## Stored data entries
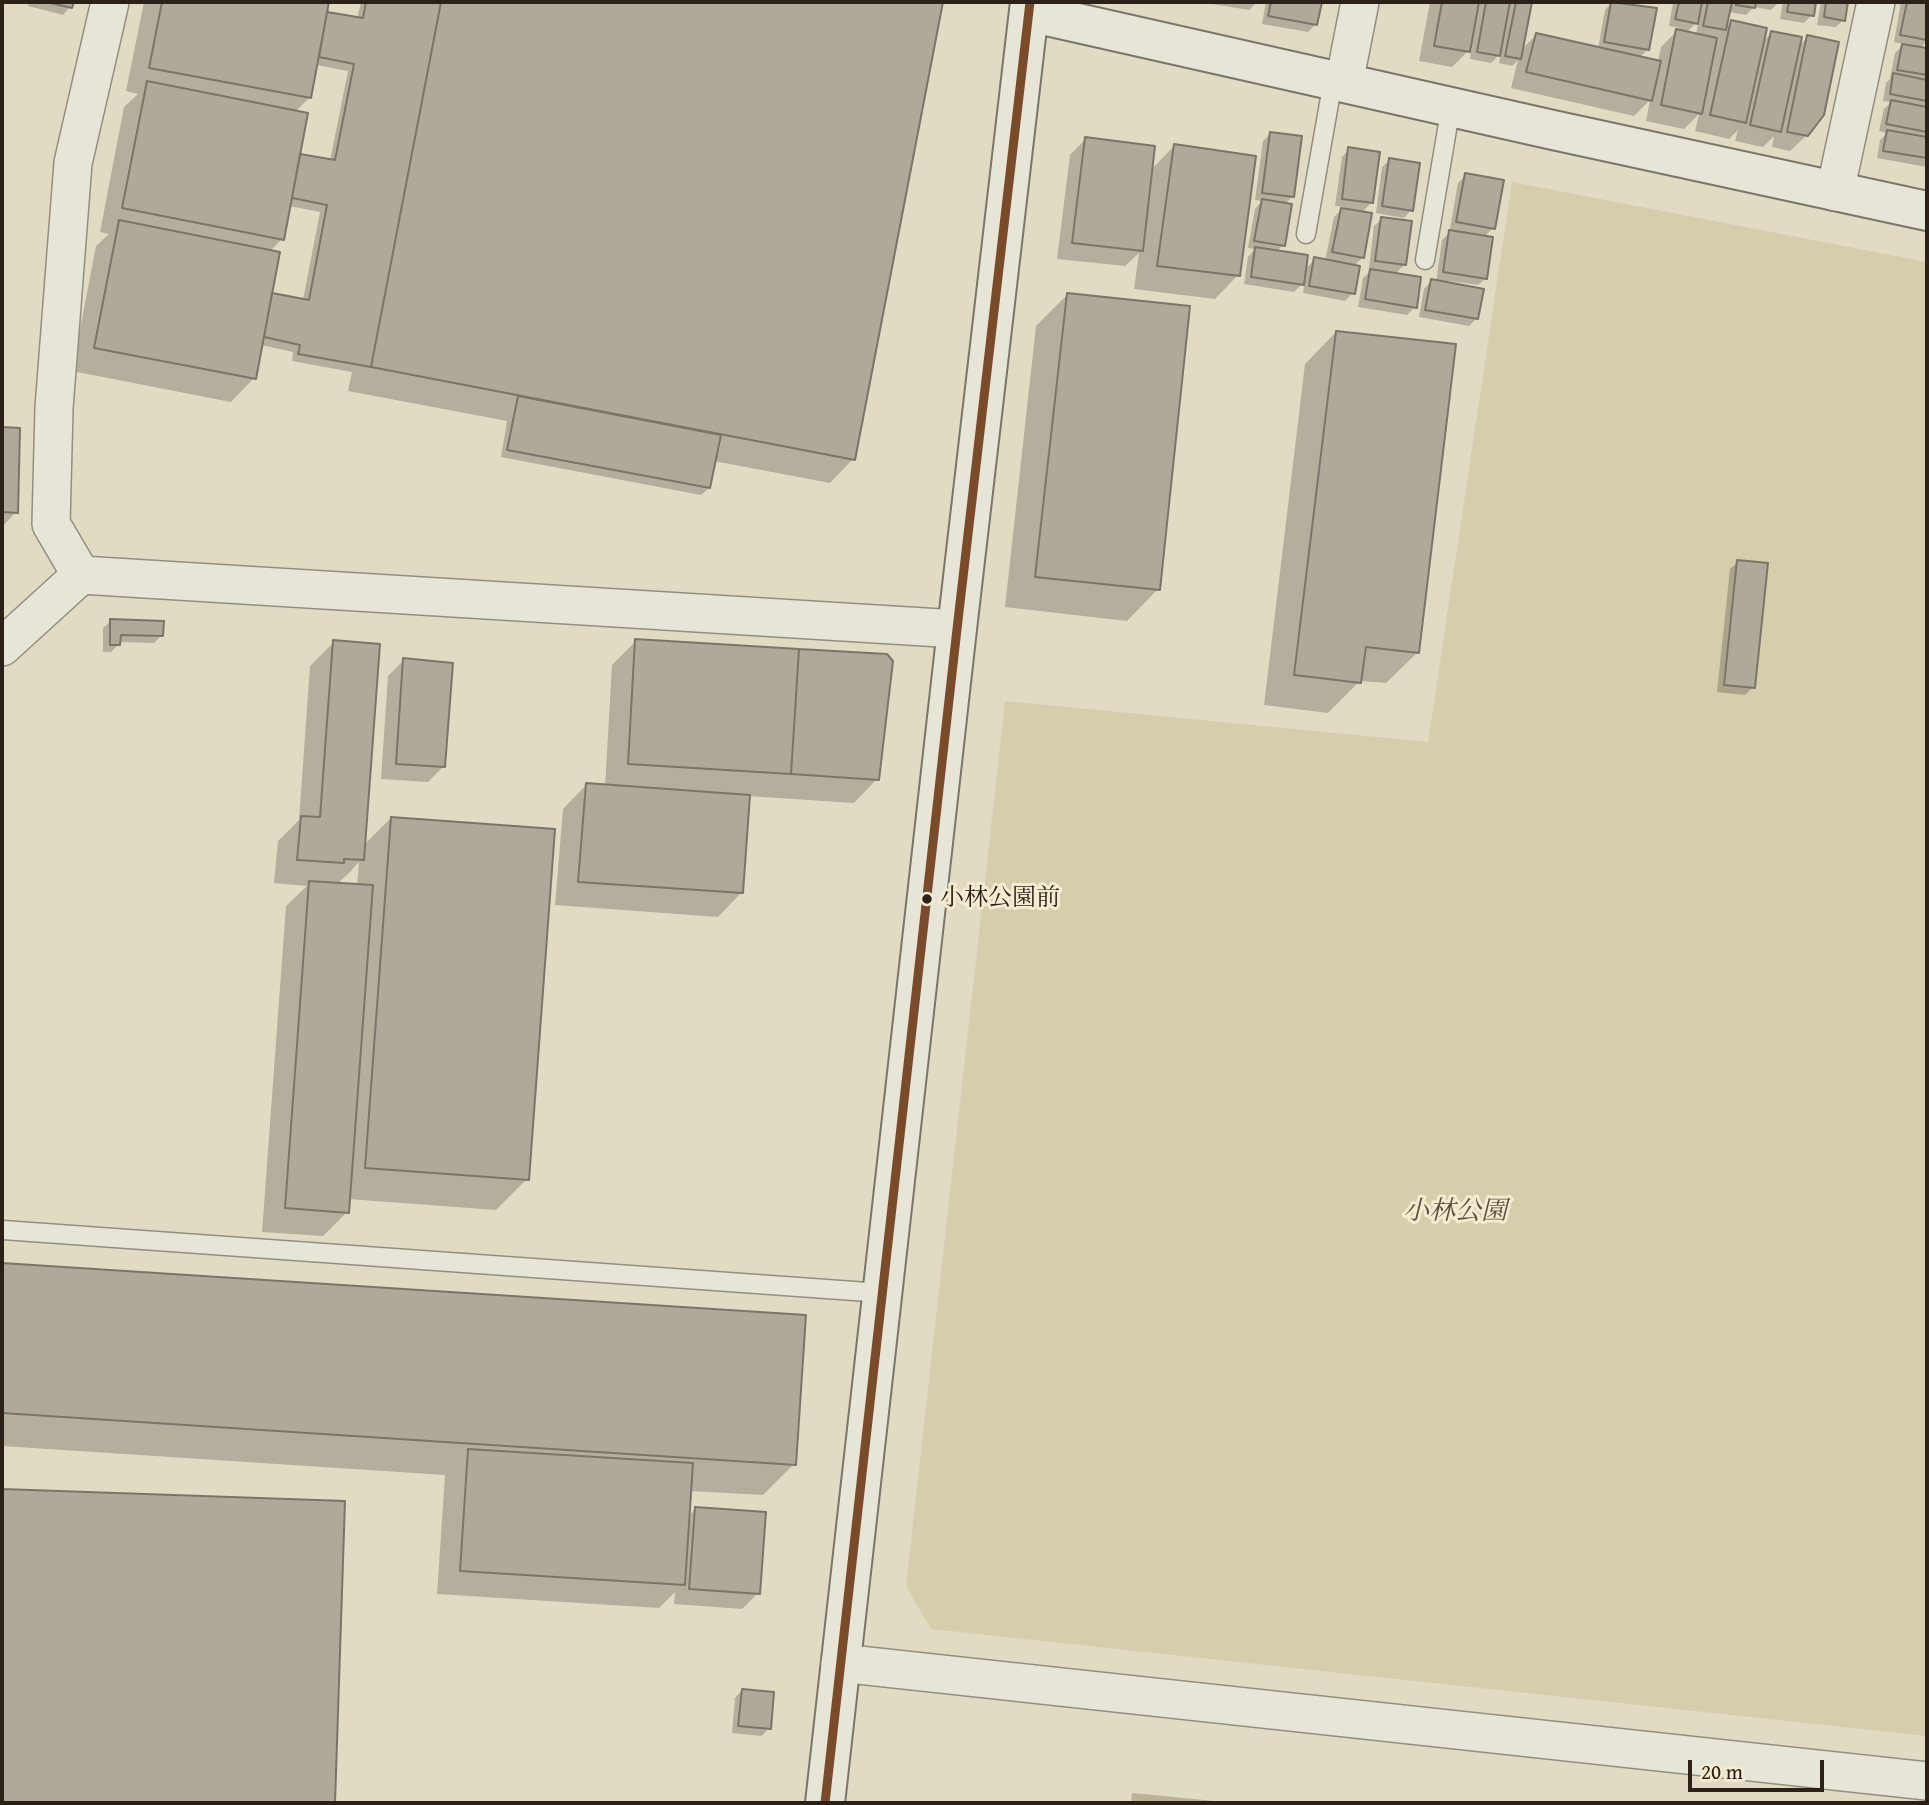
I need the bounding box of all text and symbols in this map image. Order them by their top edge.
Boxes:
place label: 小林公園前 [940,885,1060,913]
marker: 小林公園前 [920,892,934,906]
park label: 小林公園 [1403,1196,1507,1228]
scale bar [1691,1745,1828,1789]
text: 20 m [1701,1756,1743,1787]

## Task to complete
Verbatim repetition of the entries is required, excluding any pictures.

## Task answer
I need the bounding box of all text and symbols in this map image. Order them by their top edge.
Boxes:
place label: 小林公園前 [940,885,1060,913]
marker: 小林公園前 [920,892,934,906]
park label: 小林公園 [1403,1196,1507,1228]
scale bar [1691,1745,1828,1789]
text: 20 m [1701,1756,1743,1787]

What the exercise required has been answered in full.